What you have to do.
Wherever a line in the data holds the word "sizing", pull that line out.

(Beginning of Data records)

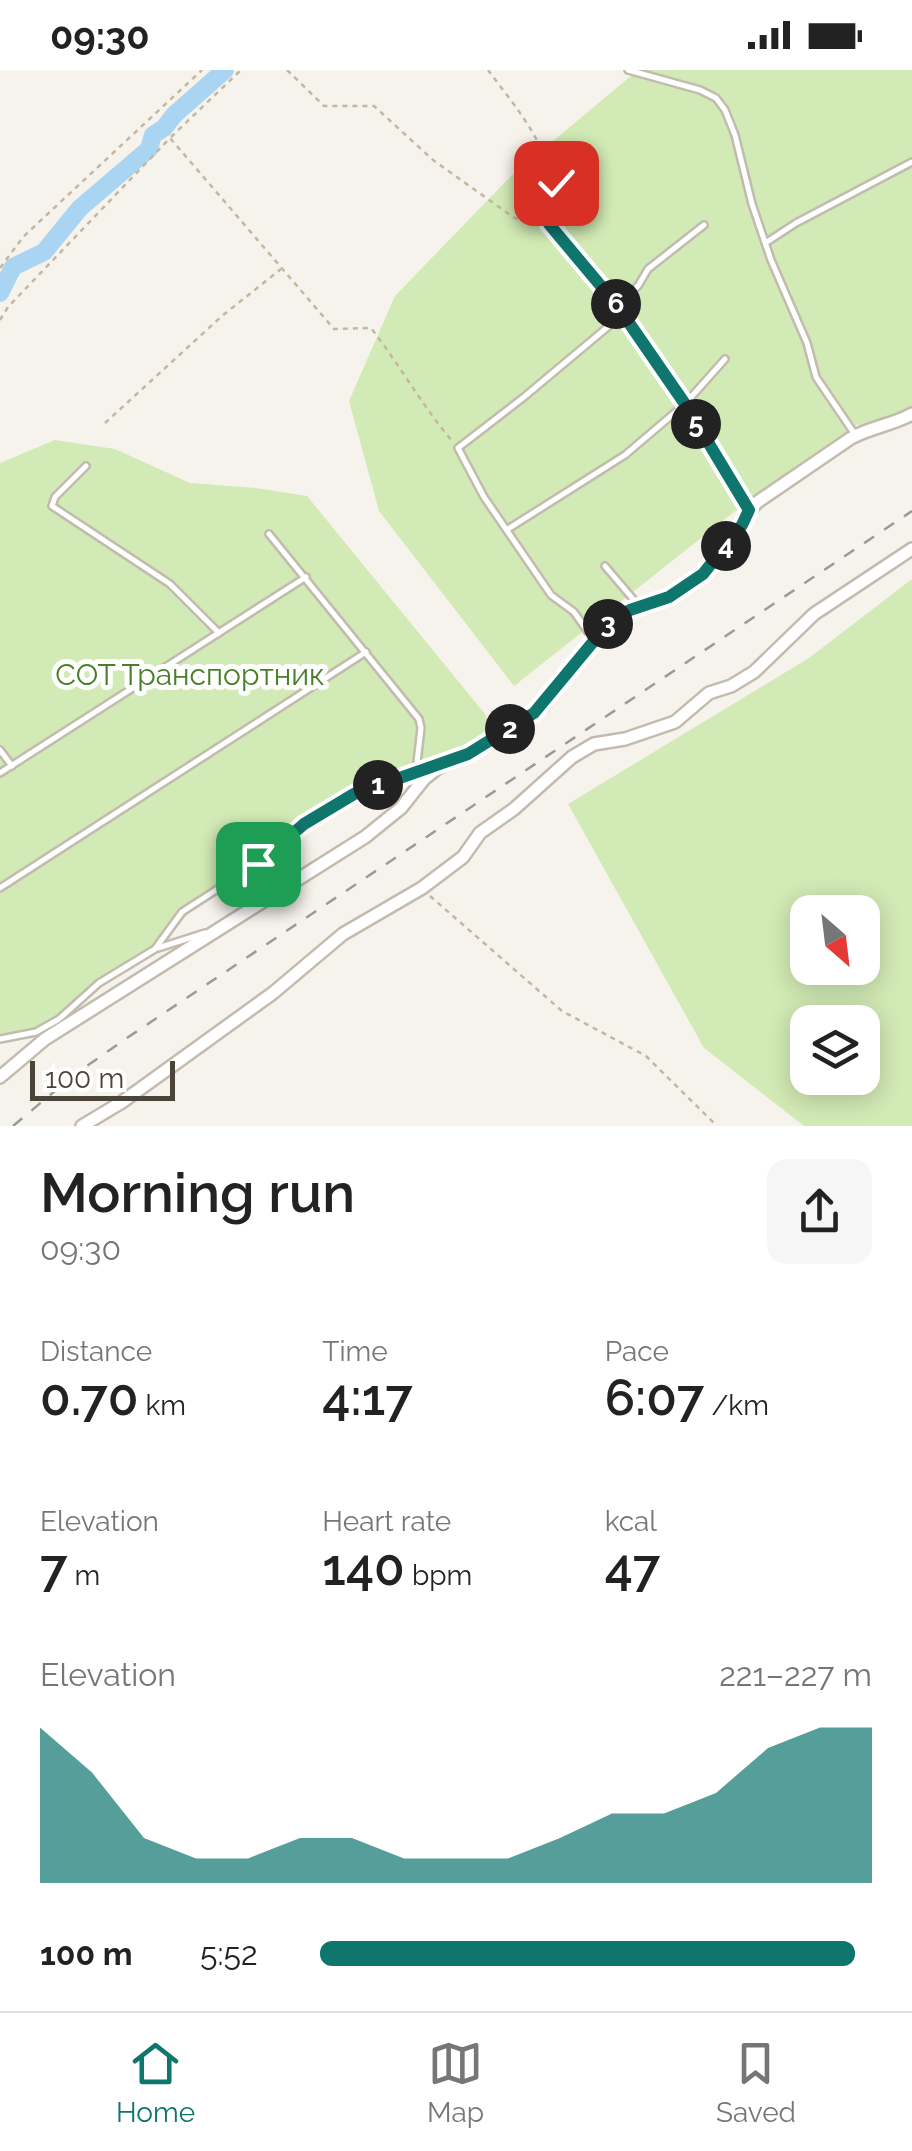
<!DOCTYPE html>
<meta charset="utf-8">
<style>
:root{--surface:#fff;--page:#f6f6f6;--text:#222;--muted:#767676;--line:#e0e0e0;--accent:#0f766e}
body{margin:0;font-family:Raleway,sans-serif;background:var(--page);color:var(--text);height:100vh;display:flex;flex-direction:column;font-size:38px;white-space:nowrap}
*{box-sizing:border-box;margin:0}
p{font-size:32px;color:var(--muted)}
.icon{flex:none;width:55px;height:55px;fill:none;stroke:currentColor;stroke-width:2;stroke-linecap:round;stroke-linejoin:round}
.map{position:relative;height:1056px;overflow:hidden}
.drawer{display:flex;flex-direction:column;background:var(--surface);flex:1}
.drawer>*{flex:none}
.needle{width:65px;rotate:152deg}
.controls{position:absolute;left:790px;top:825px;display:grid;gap:20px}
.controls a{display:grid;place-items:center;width:90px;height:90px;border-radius:20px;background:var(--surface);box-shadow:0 5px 25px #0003;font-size:50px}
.scale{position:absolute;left:30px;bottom:25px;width:145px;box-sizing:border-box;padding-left:10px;border:5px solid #4b4439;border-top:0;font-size:28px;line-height:35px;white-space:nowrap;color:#4b4439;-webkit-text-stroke:8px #fff;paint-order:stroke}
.pin{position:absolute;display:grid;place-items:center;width:85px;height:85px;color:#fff;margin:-42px;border-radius:20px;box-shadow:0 5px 15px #0006}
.km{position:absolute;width:50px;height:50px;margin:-25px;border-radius:50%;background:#222;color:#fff;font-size:28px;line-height:50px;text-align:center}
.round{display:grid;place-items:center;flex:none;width:105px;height:105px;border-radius:20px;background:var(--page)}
.headline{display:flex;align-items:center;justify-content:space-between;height:170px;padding:0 40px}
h1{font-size:55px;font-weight:600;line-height:75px}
.metrics{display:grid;grid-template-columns:repeat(3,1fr);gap:15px;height:170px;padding:10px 40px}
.metrics div{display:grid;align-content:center}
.metrics b{font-size:50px;font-weight:600}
.metrics small{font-size:28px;font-weight:400}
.metrics p{font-size:28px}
.chart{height:280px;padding:20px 40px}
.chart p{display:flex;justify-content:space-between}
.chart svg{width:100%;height:180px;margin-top:10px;fill:var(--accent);opacity:.7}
ul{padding:0 40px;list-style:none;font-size:32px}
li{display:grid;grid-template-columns:160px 120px 1fr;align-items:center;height:75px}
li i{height:25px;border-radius:12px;background:var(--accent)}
.status{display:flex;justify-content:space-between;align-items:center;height:70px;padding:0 50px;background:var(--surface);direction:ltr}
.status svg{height:28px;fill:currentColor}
.tab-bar{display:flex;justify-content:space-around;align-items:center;height:140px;border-top:2px solid var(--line);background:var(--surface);font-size:28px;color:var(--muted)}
.tab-bar a{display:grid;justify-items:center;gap:5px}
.tab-bar .active{color:var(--accent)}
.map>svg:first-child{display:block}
.green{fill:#d2eab5;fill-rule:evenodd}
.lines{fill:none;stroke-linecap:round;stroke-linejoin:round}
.river{stroke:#a9d4f2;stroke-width:18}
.service-casing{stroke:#c2bbae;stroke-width:10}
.minor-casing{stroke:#c2bbae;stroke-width:16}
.path{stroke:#c4b79f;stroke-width:2.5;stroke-dasharray:5 5;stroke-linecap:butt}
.service{stroke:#fff;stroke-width:5}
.minor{stroke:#fff;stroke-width:11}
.rail{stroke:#9a9a9a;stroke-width:2.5;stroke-dasharray:12 12;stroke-linecap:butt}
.route-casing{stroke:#fff;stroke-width:20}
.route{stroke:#0f766e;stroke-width:12}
.labels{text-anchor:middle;stroke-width:10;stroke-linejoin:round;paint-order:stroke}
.park-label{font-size:30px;fill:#4a7f2a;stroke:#fff}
</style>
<div class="status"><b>09:30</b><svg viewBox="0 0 49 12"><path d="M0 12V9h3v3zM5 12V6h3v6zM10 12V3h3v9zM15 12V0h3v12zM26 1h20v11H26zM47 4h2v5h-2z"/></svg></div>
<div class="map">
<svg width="912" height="1056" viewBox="0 0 912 1056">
<rect width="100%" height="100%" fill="#f6f3ec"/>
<!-- green -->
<g class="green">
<polygon points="638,0 912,0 912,347 907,351 856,355 734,442 514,616 379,441 349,331 395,226 510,107"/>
<polygon points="55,370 115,379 190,413 256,418 307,426 485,644 500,674 468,691 359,728 303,759 265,794 189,842 160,880 99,918 62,950 34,966 0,973 0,393"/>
<path d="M912,509V1056H804L704,978L568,734L809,588ZM862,842V898H808V842ZM862,952V1008H808V952Z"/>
</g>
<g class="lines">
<!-- river -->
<polyline class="river" points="0,223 13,197 44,182 80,138 149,79 153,65 164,58 174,45 225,0"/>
<defs>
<g id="service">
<polyline points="628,0 700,20 716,28 725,40 735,65 752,134 771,190 807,273 816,307 854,363"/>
<polyline points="549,154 616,234 685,334 749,440"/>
<polyline points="767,172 796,153 912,92"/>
<polyline points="616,234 638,216 648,199 704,155"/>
<polyline points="86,396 55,427 52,436 170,514 219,563"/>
<polyline points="508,459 625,385 685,334 725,289"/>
<polyline points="269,464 419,649 421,658 416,701"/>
<polyline points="605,496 639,536"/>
<polyline points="593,569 574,542 551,525 484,427 458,378 524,327 622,245"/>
<polyline points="0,680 12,696"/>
<polyline points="0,703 306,507"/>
<polyline points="0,818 366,582"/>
<polyline points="158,878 205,863"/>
<polyline points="0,969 36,962 59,949 99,913 155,879 182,842 258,793 304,754 354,724 434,698"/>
</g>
<g id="minor">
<path d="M0,1007L45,969L365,767L401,738L424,709L439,697L490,673L542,637L608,554L630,540L669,527L703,504L756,433L851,368C871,357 892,355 912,344"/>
<polyline points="82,1056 122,1032 273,923 343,864 422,818 463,787 480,763 514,739 572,687 594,674 625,669 675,652 709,623 731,616 754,602 814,544 912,479"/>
</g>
</defs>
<!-- service casing -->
<use href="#service" class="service-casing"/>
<!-- minor casing -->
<use href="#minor" class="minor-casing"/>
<!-- path -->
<g class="path">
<polyline points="287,0 324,36 374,36 433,90 513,147 528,153 541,154"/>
<path d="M488,0C520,43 565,93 550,149"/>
<polyline points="171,67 241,0"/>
<polyline points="0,198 23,167 202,0"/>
<path d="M0,250L8,237L170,68L334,259L371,258C400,295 422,336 453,372"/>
<polyline points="105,353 222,246 281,199"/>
<polyline points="430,826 562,941 646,986 717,1056"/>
</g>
<!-- service -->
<use href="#service" class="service"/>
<!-- minor -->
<use href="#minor" class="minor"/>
<!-- rail -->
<polyline class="rail" points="13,1056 74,1005 124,970 912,441"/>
</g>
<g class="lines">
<defs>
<polyline id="route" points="258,794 304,754 354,724 468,684 534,643 608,554 630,540 669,527 703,504 742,455 749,440 685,334 616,234 549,154 556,113"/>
</defs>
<!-- route casing -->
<use href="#route" class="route-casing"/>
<!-- route -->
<use href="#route" class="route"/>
</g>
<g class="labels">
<!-- park labels -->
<g class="park-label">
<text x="190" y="615">СОТ Транспортник</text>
</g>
</g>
</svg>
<div class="controls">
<a><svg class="needle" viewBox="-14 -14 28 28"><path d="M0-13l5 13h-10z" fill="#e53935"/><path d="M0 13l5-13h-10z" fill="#767676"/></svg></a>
<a><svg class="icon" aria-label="layers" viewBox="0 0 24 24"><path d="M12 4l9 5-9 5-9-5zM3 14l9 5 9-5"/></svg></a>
</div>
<div class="scale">100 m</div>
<div class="pin" style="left:258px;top:794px;background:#1e9e55"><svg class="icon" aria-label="arrive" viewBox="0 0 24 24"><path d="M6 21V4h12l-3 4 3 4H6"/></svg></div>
<div class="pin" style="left:556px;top:113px;background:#d93025"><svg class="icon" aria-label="check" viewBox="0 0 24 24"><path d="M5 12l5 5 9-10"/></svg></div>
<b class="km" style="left:378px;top:715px">1</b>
<b class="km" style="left:510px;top:659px">2</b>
<b class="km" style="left:608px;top:554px">3</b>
<b class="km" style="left:726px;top:476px">4</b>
<b class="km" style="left:696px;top:354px">5</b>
<b class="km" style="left:616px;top:234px">6</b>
</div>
<section class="drawer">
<div class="headline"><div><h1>Morning run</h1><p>09:30</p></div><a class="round"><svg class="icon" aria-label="share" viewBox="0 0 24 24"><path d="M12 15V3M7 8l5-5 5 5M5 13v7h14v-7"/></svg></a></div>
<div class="metrics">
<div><p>Distance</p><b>0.70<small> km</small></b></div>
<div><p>Time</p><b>4:17</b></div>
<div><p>Pace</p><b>6:07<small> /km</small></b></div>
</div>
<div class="metrics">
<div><p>Elevation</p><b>7<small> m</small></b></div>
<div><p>Heart rate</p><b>140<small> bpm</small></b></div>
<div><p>kcal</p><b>47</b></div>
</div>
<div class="chart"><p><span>Elevation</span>221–227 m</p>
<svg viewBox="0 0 160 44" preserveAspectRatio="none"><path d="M0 44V6L10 17L20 33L30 38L40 38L50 33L60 33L70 38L80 38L90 38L100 33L110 27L120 27L130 22L140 11L150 6L160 6V44z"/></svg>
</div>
<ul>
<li><b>100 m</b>5:52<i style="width:97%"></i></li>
</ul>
</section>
<nav class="tab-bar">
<a class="active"><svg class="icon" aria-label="home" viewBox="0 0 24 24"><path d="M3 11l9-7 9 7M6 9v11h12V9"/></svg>Home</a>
<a><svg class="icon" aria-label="map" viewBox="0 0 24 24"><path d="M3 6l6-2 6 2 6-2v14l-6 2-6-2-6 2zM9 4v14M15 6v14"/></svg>Map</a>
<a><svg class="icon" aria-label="saved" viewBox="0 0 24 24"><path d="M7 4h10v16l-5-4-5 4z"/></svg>Saved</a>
</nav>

(End of Data records)

Result of the exercise.
*{box-sizing:border-box;margin:0}
.scale{position:absolute;left:30px;bottom:25px;width:145px;box-sizing:border-box;padding-left:10px;border:5px solid #4b4439;border-top:0;font-size:28px;line-height:35px;white-space:nowrap;color:#4b4439;-webkit-text-stroke:8px #fff;paint-order:stroke}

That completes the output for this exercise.